> What the task requires
Where the line with "M294 663 325 732 283 755 248 685Z" appears below, start writing out lines exactly, and finish with the line with "M438 0 462 124", which is included; write out nothing else.

> Data for review
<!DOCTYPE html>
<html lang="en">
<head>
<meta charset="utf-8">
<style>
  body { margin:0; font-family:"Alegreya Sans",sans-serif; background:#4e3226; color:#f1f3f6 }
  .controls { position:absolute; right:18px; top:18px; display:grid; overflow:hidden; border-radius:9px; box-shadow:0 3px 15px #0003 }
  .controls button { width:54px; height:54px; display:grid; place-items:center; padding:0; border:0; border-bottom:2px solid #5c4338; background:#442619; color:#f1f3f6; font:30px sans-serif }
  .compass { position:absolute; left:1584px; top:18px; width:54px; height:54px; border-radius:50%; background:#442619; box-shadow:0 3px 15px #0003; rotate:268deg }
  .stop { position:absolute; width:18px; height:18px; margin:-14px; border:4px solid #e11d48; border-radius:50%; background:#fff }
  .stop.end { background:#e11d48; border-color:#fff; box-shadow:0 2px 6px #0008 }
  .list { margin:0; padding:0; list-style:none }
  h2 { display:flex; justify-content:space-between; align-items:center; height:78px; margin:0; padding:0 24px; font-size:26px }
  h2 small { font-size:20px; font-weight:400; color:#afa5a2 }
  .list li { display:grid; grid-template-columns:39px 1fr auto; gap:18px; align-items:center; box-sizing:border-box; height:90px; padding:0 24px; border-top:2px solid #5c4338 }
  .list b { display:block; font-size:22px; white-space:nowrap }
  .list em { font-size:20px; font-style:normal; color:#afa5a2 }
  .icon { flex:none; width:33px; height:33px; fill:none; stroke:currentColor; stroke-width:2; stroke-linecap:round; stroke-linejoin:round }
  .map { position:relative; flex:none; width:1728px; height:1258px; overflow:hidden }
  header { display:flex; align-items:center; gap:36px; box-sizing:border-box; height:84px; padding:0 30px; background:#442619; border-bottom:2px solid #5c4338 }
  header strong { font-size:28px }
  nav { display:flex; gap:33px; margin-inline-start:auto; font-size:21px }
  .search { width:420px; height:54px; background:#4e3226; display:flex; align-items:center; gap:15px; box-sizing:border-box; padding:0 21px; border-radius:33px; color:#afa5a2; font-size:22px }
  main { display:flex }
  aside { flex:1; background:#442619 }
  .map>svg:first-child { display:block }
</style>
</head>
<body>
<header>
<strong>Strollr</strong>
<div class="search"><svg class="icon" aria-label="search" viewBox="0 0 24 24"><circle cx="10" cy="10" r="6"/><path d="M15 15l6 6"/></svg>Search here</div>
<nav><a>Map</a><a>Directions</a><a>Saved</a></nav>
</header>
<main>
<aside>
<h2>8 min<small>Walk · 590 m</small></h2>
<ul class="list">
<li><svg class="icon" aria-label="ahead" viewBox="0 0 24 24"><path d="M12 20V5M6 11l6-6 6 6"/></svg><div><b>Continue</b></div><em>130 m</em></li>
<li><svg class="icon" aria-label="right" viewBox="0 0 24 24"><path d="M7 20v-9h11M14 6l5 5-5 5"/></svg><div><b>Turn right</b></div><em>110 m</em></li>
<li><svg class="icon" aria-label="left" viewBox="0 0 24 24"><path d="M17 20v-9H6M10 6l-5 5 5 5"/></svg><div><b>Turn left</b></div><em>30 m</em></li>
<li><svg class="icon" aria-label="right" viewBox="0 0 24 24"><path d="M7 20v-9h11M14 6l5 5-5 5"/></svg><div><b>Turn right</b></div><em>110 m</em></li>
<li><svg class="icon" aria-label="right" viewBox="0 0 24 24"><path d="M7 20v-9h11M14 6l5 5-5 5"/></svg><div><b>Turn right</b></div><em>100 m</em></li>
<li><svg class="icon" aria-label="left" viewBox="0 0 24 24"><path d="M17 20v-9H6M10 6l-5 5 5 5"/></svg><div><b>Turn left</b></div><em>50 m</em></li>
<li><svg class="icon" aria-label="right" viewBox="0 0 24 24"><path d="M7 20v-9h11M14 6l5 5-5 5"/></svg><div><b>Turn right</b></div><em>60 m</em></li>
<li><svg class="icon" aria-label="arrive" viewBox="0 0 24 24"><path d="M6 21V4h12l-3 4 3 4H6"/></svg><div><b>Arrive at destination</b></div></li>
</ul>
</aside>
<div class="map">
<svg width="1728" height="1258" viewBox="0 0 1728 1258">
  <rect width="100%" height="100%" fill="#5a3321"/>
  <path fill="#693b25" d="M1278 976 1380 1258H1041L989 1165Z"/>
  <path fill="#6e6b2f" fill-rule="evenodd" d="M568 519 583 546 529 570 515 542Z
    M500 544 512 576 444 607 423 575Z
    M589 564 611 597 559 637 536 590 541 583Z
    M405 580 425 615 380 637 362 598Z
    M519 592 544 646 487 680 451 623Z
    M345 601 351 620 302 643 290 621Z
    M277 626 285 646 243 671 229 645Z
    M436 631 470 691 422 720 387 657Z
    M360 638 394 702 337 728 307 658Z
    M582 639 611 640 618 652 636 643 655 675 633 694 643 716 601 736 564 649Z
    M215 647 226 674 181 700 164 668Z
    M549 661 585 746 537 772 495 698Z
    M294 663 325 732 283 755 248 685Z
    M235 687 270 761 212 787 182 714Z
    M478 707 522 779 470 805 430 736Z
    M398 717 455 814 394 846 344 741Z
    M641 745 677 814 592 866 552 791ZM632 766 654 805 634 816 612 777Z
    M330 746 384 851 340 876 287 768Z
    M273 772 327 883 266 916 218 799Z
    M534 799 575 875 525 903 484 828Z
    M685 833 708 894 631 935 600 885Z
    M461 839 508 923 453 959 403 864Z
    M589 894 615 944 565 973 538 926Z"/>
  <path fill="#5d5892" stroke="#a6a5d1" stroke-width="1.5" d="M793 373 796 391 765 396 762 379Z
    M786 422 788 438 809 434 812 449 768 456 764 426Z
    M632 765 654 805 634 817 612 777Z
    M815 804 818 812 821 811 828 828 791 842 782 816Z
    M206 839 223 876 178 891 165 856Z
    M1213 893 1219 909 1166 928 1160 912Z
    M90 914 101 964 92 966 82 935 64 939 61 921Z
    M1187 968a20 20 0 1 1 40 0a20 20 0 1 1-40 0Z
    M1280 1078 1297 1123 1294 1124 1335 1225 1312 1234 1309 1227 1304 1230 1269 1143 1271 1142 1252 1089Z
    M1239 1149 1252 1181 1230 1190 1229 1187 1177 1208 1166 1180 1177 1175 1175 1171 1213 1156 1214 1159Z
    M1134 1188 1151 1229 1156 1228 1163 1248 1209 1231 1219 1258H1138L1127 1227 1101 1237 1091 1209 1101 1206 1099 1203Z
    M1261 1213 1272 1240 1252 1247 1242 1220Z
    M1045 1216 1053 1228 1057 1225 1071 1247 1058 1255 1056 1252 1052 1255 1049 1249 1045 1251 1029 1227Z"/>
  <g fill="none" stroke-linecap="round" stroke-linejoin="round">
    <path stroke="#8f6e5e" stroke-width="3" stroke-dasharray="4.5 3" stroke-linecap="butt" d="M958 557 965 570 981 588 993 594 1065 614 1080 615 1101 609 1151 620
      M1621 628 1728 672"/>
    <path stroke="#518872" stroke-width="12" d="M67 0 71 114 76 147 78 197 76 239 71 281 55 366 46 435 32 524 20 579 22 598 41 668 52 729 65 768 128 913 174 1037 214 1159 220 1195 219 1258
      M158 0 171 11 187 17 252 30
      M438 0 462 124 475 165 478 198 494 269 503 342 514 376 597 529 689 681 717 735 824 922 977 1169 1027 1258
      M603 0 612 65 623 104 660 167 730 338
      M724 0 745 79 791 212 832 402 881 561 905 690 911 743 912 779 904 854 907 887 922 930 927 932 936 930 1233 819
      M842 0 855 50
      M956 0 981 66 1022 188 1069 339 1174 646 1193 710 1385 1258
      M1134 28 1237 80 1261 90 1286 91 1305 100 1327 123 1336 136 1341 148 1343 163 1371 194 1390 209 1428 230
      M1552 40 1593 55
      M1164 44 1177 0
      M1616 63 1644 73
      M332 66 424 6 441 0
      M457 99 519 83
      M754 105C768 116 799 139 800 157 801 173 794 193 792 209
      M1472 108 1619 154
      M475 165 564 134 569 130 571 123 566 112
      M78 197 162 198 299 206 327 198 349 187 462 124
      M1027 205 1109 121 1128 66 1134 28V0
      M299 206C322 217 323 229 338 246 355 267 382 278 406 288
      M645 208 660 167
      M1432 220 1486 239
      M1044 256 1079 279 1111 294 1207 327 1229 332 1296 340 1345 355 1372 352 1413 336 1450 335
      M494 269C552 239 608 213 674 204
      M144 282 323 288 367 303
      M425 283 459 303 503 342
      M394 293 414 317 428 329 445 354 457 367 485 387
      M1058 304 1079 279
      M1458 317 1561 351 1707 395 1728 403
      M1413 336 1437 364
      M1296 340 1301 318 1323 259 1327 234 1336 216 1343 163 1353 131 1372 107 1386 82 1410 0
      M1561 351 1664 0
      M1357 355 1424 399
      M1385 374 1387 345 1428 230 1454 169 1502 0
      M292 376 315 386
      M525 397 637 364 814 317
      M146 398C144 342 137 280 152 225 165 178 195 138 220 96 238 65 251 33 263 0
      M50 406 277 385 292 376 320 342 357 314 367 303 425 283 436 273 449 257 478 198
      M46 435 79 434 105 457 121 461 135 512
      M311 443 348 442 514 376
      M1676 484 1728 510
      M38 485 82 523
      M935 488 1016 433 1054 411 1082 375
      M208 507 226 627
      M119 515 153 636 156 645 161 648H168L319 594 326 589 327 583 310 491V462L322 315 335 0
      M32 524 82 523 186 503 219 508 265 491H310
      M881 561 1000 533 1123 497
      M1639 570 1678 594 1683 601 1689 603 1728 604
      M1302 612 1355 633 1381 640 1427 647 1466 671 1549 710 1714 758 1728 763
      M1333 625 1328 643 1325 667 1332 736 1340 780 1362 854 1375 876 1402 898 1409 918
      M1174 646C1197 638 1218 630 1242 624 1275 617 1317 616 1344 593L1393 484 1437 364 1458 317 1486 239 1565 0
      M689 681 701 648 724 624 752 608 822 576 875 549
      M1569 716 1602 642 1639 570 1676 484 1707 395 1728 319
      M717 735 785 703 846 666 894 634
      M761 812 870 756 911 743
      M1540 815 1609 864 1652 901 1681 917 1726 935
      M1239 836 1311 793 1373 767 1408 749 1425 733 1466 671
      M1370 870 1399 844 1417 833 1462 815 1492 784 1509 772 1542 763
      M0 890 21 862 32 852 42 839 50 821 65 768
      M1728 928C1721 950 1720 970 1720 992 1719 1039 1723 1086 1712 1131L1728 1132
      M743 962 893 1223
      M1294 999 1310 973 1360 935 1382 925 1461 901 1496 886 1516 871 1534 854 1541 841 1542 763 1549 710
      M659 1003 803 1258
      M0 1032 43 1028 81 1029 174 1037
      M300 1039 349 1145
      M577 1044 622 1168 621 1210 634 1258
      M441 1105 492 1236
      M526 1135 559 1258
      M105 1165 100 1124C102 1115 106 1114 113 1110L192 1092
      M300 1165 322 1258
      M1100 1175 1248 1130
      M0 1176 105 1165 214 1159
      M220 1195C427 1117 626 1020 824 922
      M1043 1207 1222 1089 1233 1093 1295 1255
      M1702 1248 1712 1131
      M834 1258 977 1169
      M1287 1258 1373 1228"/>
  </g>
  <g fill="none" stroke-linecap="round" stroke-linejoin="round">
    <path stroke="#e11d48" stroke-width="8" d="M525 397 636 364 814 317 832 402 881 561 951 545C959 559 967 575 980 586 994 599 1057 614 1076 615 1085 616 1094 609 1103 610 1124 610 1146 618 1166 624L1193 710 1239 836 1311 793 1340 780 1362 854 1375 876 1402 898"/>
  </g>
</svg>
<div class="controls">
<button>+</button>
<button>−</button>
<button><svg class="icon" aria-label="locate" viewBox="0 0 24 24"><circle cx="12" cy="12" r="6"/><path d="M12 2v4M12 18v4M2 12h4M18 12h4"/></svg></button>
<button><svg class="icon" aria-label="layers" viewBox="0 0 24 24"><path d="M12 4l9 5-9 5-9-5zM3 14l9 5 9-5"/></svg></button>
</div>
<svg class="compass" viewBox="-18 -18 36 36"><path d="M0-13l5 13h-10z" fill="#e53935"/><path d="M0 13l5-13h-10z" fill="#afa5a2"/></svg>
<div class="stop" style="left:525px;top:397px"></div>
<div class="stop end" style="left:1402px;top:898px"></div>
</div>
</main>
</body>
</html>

> Answer section
    M294 663 325 732 283 755 248 685Z
    M235 687 270 761 212 787 182 714Z
    M478 707 522 779 470 805 430 736Z
    M398 717 455 814 394 846 344 741Z
    M641 745 677 814 592 866 552 791ZM632 766 654 805 634 816 612 777Z
    M330 746 384 851 340 876 287 768Z
    M273 772 327 883 266 916 218 799Z
    M534 799 575 875 525 903 484 828Z
    M685 833 708 894 631 935 600 885Z
    M461 839 508 923 453 959 403 864Z
    M589 894 615 944 565 973 538 926Z"/>
  <path fill="#5d5892" stroke="#a6a5d1" stroke-width="1.5" d="M793 373 796 391 765 396 762 379Z
    M786 422 788 438 809 434 812 449 768 456 764 426Z
    M632 765 654 805 634 817 612 777Z
    M815 804 818 812 821 811 828 828 791 842 782 816Z
    M206 839 223 876 178 891 165 856Z
    M1213 893 1219 909 1166 928 1160 912Z
    M90 914 101 964 92 966 82 935 64 939 61 921Z
    M1187 968a20 20 0 1 1 40 0a20 20 0 1 1-40 0Z
    M1280 1078 1297 1123 1294 1124 1335 1225 1312 1234 1309 1227 1304 1230 1269 1143 1271 1142 1252 1089Z
    M1239 1149 1252 1181 1230 1190 1229 1187 1177 1208 1166 1180 1177 1175 1175 1171 1213 1156 1214 1159Z
    M1134 1188 1151 1229 1156 1228 1163 1248 1209 1231 1219 1258H1138L1127 1227 1101 1237 1091 1209 1101 1206 1099 1203Z
    M1261 1213 1272 1240 1252 1247 1242 1220Z
    M1045 1216 1053 1228 1057 1225 1071 1247 1058 1255 1056 1252 1052 1255 1049 1249 1045 1251 1029 1227Z"/>
  <g fill="none" stroke-linecap="round" stroke-linejoin="round">
    <path stroke="#8f6e5e" stroke-width="3" stroke-dasharray="4.5 3" stroke-linecap="butt" d="M958 557 965 570 981 588 993 594 1065 614 1080 615 1101 609 1151 620
      M1621 628 1728 672"/>
    <path stroke="#518872" stroke-width="12" d="M67 0 71 114 76 147 78 197 76 239 71 281 55 366 46 435 32 524 20 579 22 598 41 668 52 729 65 768 128 913 174 1037 214 1159 220 1195 219 1258
      M158 0 171 11 187 17 252 30
      M438 0 462 124 475 165 478 198 494 269 503 342 514 376 597 529 689 681 717 735 824 922 977 1169 1027 1258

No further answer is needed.